Given data section start
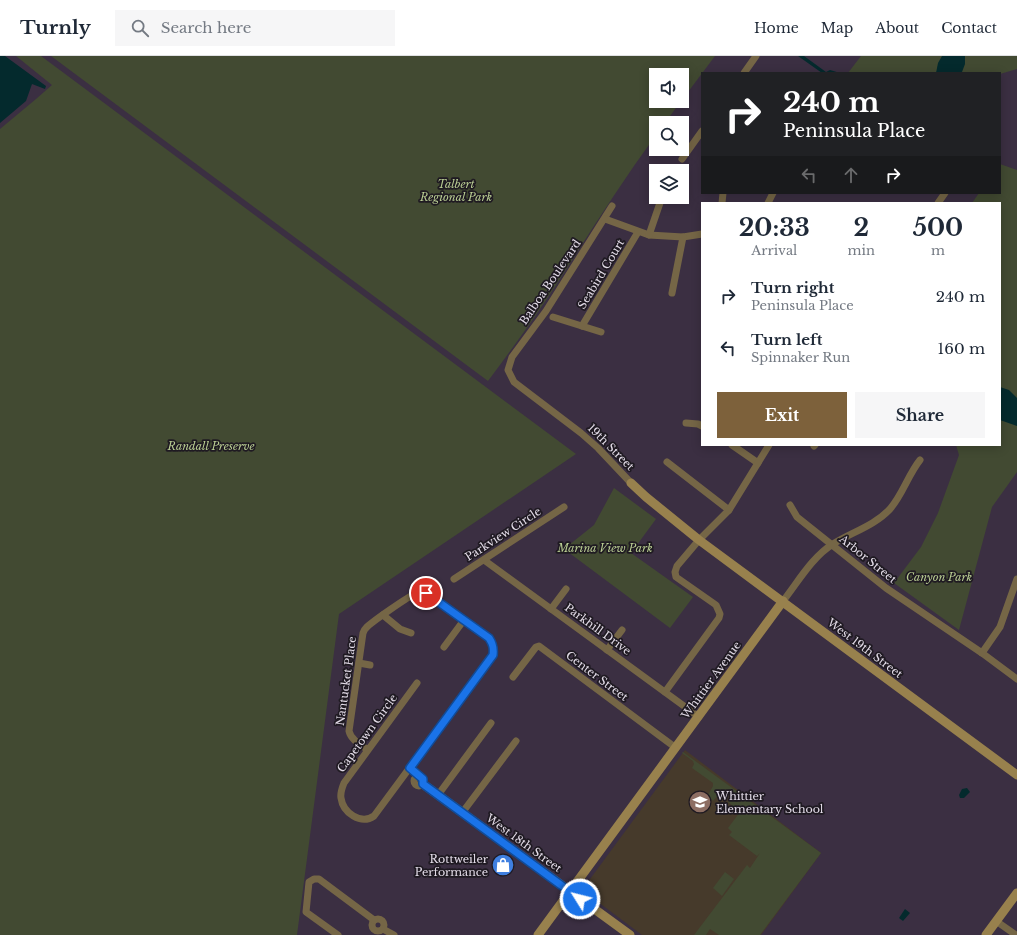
<!DOCTYPE html>
<style>
:root{--surface:#fff;--page:#f6f6f7;--text:#1f2937;--muted:#747a83;--line:#e0e1e3;--accent:#7d613b}
body{margin:0;font-family:"Libre Baskerville",serif;background:var(--page);color:var(--text);height:100vh;display:flex;flex-direction:column;font-size:15px;white-space:nowrap}
*{box-sizing:border-box;margin:0}
p{font-size:13px;color:var(--muted)}
.icon{flex:none;width:22px;height:22px;fill:none;stroke:currentColor;stroke-width:2;stroke-linecap:round;stroke-linejoin:round}
.map{position:relative;flex:1;overflow:hidden}
.drawer{position:absolute;left:701px;top:146px;width:300px;height:244px;display:flex;flex-direction:column;background:var(--surface);border-radius:0px;box-shadow:0 2px 10px #0003}
.drawer>*{flex:none}
.banner{position:absolute;left:701px;top:16px;width:300px;height:122px;border-radius:0px;box-shadow:0 2px 10px #0003;background:#202124;color:#fff;overflow:hidden}
.controls{position:absolute;left:649px;top:12px;display:grid;gap:8px}
.controls a{display:grid;place-items:center;width:40px;height:40px;border-radius:0px;background:var(--surface);box-shadow:0 2px 10px #0003;font-size:20px}
.pin{position:absolute;display:grid;place-items:center;width:34px;height:34px;color:#fff;margin:-17px;border:2px solid #fff;border-radius:50%;box-shadow:0 1px 4px #0007}
.me{position:absolute;width:44px;margin:-22px;rotate:306deg;stroke-linejoin:round;filter:drop-shadow(0 0 3px #0008)}
.turn{display:flex;align-items:center;gap:14px;height:84px;padding:0 16px;font-size:18px}
.turn .icon{width:52px;height:52px;stroke-width:2.5}
.turn b{display:block;font-size:28px;line-height:34px}
.lanes{display:flex;align-items:center;height:38px;padding:0 16px;background:#0003;justify-content:center;gap:20px;direction:ltr}
.lanes .off{opacity:.35}
.eta{display:flex;justify-content:space-evenly;align-items:center;height:68px;text-align:center}
.eta b{font-size:24px;font-weight:800;line-height:28px}
.primary-button{display:flex;gap:8px;margin-top:auto;padding:8px 16px}
.primary-button a{flex:1;height:46px;border-radius:0px;background:var(--accent);color:#fff;font-size:16px;font-weight:800;line-height:46px;text-align:center}
.primary-button a+a{background:var(--page);color:var(--text)}
ul{padding:0;list-style:none}
li{display:flex;align-items:center;gap:12px;height:52px;padding:0 16px}
li div{flex:1}
li b{display:block;font-size:15px}
li em{font-style:normal}
header{display:flex;align-items:center;gap:24px;box-sizing:border-box;height:56px;padding:0 20px;background:var(--surface);border-bottom:1px solid var(--line)}
header strong{font-size:19px}
nav{display:flex;gap:22px;margin-inline-start:auto;font-size:14px}
.search{width:280px;height:36px;background:var(--page);display:flex;align-items:center;gap:10px;box-sizing:border-box;padding:0 14px;border-radius:0px;color:var(--muted);font-size:15px}
.map>svg:first-child{display:block}
.education{fill:#463a2b}
.green{fill:#424a32}
.water{fill:#042a2d}
.lines{fill:none;stroke-linecap:round;stroke-linejoin:round}
.street{stroke:#756646;stroke-width:7}
.secondary{stroke:#98814d;stroke-width:9}
.route-casing{stroke:#114b97;stroke-width:10}
.route{stroke:#1a73e8;stroke-width:7}
.labels{text-anchor:middle;stroke-width:3.5;stroke-linejoin:round;paint-order:stroke}
.park-label{font-size:11px;font-style:italic;fill:#bace93;stroke:#1f1a22}
.street-label{font-size:11px;fill:#e3dce8;stroke:#1f1a22}
.poi-label{font-size:11px;fill:#e3dce8;stroke:#1f1a22;text-anchor:start}
</style>
<header>
<strong>Turnly</strong>
<div class="search"><svg class="icon" aria-label="search" viewBox="0 0 24 24"><circle cx="10" cy="10" r="6"/><path d="M15 15l6 6"/></svg>Search here</div>
<nav><a>Home</a><a>Map</a><a>About</a><a>Contact</a></nav>
</header>
<div class="map">
<svg width="1017" height="879" viewBox="0 0 1017 879">
<rect width="100%" height="100%" fill="#3b2f42"/>
<path class="education" d="M 685,694 L 821,797 L 761,879 L 642,879 L 582,834 Z"/>
<g class="green">
<path d="M 16,0 L 41,0 L 576,398 L 339,558 L 297,879 L 0,879 L 0,73 L 36,43 L 52,29 Z"/>
<path d="M 51,0 L 715,0 L 682,44 L 682,19 L 656,19 L 656,45 L 681,45 L 665,67 L 656,67 L 656,79 C 621,127 590,176 558,226 C 536,260 512,293 488,325 Z"/>
<path d="M 861,0 L 1017,0 L 1017,13 L 1000,18 L 848,17 Z"/>
<path d="M 1000,108 L 1017,114 L 1017,416 L 992,451 L 959,574 L 894,527 L 921,491 L 938,457 L 959,399 L 956,389 L 1000,389 L 1000,147 L 972,147 L 979,137 L 1000,137 Z"/>
<path d="M 614,432 L 656,463 L 631,497 L 693,541 L 670,572 L 564,493 L 594,469 Z"/>
<path d="M 683,696 L 821,797 L 760,879 L 719,879 L 710,873 L 706,879 L 694,879 L 747,809 L 750,812 L 760,797 L 757,800 L 729,779 L 732,776 L 728,772 L 740,756 L 728,746 L 730,741 L 722,735 L 713,745 L 708,739 L 713,730 L 713,727 L 692,712 L 694,708 L 693,705 L 682,697 Z"/>
<path d="M 725,816 L 734,823 L 722,840 L 713,832 Z"/>
</g>
<g class="water">
<path d="M 0,0 L 5,0 L 46,30 L 45,33 L 32,28 L 26,45 L 0,67 Z"/>
<path d="M 798,0 L 804,0 L 826,16 L 830,14 L 840,17 L 822,17 Z"/>
<path d="M 942,0 L 965,0 L 965,8 L 962,16 L 936,17 L 938,7 Z"/>
<path d="M 1000,331 L 1009,334 L 1017,342 L 1017,370 L 1000,364 Z"/>
<path d="M 967,732 L 970,736 L 964,742 L 960,742 L 959,739 L 962,733 Z"/>
<path d="M 905,853 L 910,857 L 903,865 L 899,862 Z"/>
</g>
<g class="lines">
<g class="street">
<path d="M 744,17 L 756,0"/>
<path d="M 682,103 L 702,75"/>
<path d="M 722,147 L 723,137"/>
<path d="M 768,147 L 773,137"/>
<path d="M 938,147 L 945,137"/>
<path d="M 612,150 L 546,255 L 512,301 L 508,314 L 514,326 L 581,377 L 598,392 L 631,427"/>
<path d="M 605,163 L 649,179 L 683,181 L 702,178"/>
<path d="M 649,179 L 662,141"/>
<path d="M 672,237 L 683,181"/>
<path d="M 553,261 L 601,276"/>
<path d="M 582,270 L 638,176"/>
<path d="M 686,367 L 698,368 L 702,370"/>
<path d="M 732,389 L 758,407"/>
<path d="M 814,390 L 815,389"/>
<path d="M 667,406 L 729,454"/>
<path d="M 790,449 L 797,461 L 886,532 L 982,597 L 1017,623"/>
<path d="M 484,504 L 699,661"/>
<path d="M 454,523 L 564,451"/>
<path d="M 783,545 C 798,526 812,501 833,488 C 852,476 874,470 890,453 C 903,438 908,419 920,404"/>
<path d="M 551,553 L 566,533"/>
<path d="M 383,559 L 400,573 L 411,577"/>
<path d="M 444,591 L 464,564"/>
<path d="M 607,594 L 622,574"/>
<path d="M 982,597 L 1000,571 L 1017,523"/>
<path d="M 359,607 L 370,609"/>
<path d="M 513,621 L 536,591 L 539,590 L 676,692"/>
<path d="M 665,636 L 719,562 L 720,558 L 716,549 L 676,521 L 675,516 L 677,510 L 699,484 L 729,454 L 769,389"/>
<path d="M 368,694 C 361,689 351,684 349,675 L 363,577 C 364,575 364,574 366,572 C 370,567 409,540 415,538 C 420,536 425,537 430,539 L 489,582 L 493,591 L 493,599 L 374,760 C 361,769 343,757 341,742 C 340,737 342,732 344,727 L 417,627"/>
<circle cx="419" cy="725" r="5"/>
<path d="M 438,739 L 491,667"/>
<path d="M 462,757 L 516,685"/>
<circle cx="378" cy="869" r="6"/>
<path d="M 996,865 L 1016,879"/>
<path d="M 383,873 L 394,879"/>
<path d="M 338,879 L 306,856 L 309,826 L 314,823 L 319,823 L 374,864"/>
</g>
<g class="secondary">
<path d="M 631,427 L 646,441 L 699,484 L 1017,719"/>
<path d="M 423,728 L 630,879"/>
<path d="M 538,879 L 783,545"/>
<path d="M 986,879 L 1017,837"/>
</g>
</g>
<g class="lines">
<g class="route-casing">
<path id="route" d="M 426,537 L 489,582 C 493,588 494,592 493,599 L 410,712 L 423,723 L 423,728 L 580,843"/>
</g>
<use href="#route" class="route"/>
</g>
<defs>
<g id="school-disc" transform="scale(1.15)"><circle r="9.5" fill="#8d6e63" stroke="#1f1a22"/><path d="M0-5L7-2L0 1L-7-2ZM-4 1L0 2.5L4 1V4Q0 6-4 4Z" fill="#fff"/></g>
<g id="shop-disc" transform="scale(1.15)"><circle r="9.5" fill="#3f7fe0" stroke="#1f1a22"/><path d="M-5-2.5h2.3a2.7 3.5 0 0 1 5.4 0H5L5.5 6h-11ZM-1.5-2.5h3a1.5 2.3 0 0 0-3 0Z" fill="#fff"/></g>
</defs>
<g fill-rule="evenodd">
<use href="#school-disc" x="700" y="746"/>
<use href="#shop-disc" x="503" y="809"/>
</g>
<g class="labels">
<g class="park-label">
<text x="456" y="132">Talbert<tspan x="456" dy="13">Regional Park</tspan></text>
<text x="211" y="394">Randall Preserve</text>
<text x="605" y="496">Marina View Park</text>
<text x="939" y="525">Canyon Park</text>
</g>
<g class="street-label">
<text transform="translate(601 218) rotate(-59)" y="4">Seabird Court</text>
<text transform="translate(550 226) rotate(-56)" y="4">Balboa Boulevard</text>
<text transform="translate(611 391) rotate(45)" y="4">19th Street</text>
<text transform="translate(503 478) rotate(-33)" y="4">Parkview Circle</text>
<text transform="translate(868 503) rotate(39)" y="4">Arbor Street</text>
<text transform="translate(598 573) rotate(36)" y="4">Parkhill Drive</text>
<text transform="translate(865 592) rotate(37)" y="4">West 19th Street</text>
<text transform="translate(597 620) rotate(37)" y="4">Center Street</text>
<text transform="translate(711 624) rotate(-54)" y="4">Whittier Avenue</text>
<text transform="translate(346 625) rotate(-82)" y="4">Nantucket Place</text>
<text transform="translate(367 677) rotate(-54)" y="4">Capetown Circle</text>
<text transform="translate(524 787) rotate(36)" y="4">West 18th Street</text>
</g>
<g class="poi-label">
<text x="716" y="744">Whittier<tspan x="716" dy="13">Elementary School</tspan></text>
<text x="488" y="807" text-anchor="end">Rottweiler<tspan x="488" dy="13">Performance</tspan></text>
</g>
</g>
</svg>
<div class="controls">
<a><svg class="icon" aria-label="sound" viewBox="0 0 24 24"><path d="M4 9h4l5-4v14l-5-4H4zM17 9q2 3 0 6"/></svg></a>
<a><svg class="icon" aria-label="search" viewBox="0 0 24 24"><circle cx="10" cy="10" r="6"/><path d="M15 15l6 6"/></svg></a>
<a><svg class="icon" aria-label="layers" viewBox="0 0 24 24"><path d="M12 4l9 5-9 5-9-5zM3 14l9 5 9-5"/></svg></a>
</div>
<div class="pin" style="left:426px;top:537px;background:#d93025"><svg class="icon" aria-label="arrive" viewBox="0 0 24 24"><path d="M6 21V4h12l-3 4 3 4H6"/></svg></div>
<svg class="me" style="left:580px;top:843px" viewBox="-20 -20 40 40"><circle r="17" fill="#1a73e8" stroke="#fff" stroke-width="3"/><path d="M0-11L8 9 0 5-8 9z" fill="#fff"/></svg>
<div class="banner">
<div class="turn"><svg class="icon" aria-label="right" viewBox="0 0 24 24"><path d="M7 20v-9h11M14 6l5 5-5 5"/></svg><div><b>240 m</b>Peninsula Place</div></div>
<div class="lanes"><svg class="icon off" aria-label="left" viewBox="0 0 24 24"><path d="M17 20v-9H6M10 6l-5 5 5 5"/></svg><svg class="icon off" aria-label="ahead" viewBox="0 0 24 24"><path d="M12 20V5M6 11l6-6 6 6"/></svg><svg class="icon" aria-label="right" viewBox="0 0 24 24"><path d="M7 20v-9h11M14 6l5 5-5 5"/></svg></div>
</div>
<section class="drawer">
<div class="eta">
<div><b>20:33</b><p>Arrival</p></div>
<div><b>2</b><p>min</p></div>
<div><b>500</b><p>m</p></div>
</div>
<ul>
<li><svg class="icon" aria-label="right" viewBox="0 0 24 24"><path d="M7 20v-9h11M14 6l5 5-5 5"/></svg><div><b>Turn right</b><p>Peninsula Place</p></div><em>240 m</em></li>
<li><svg class="icon" aria-label="left" viewBox="0 0 24 24"><path d="M17 20v-9H6M10 6l-5 5 5 5"/></svg><div><b>Turn left</b><p>Spinnaker Run</p></div><em>160 m</em></li>
</ul>
<div class="primary-button"><a>Exit</a><a>Share</a></div>
</section>
</div>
Given data section end
Exercise goal: Report each line in the preceding entries that holds the string "space".

Response for this exercise:
body{margin:0;font-family:"Libre Baskerville",serif;background:var(--page);color:var(--text);height:100vh;display:flex;flex-direction:column;font-size:15px;white-space:nowrap}
.eta{display:flex;justify-content:space-evenly;align-items:center;height:68px;text-align:center}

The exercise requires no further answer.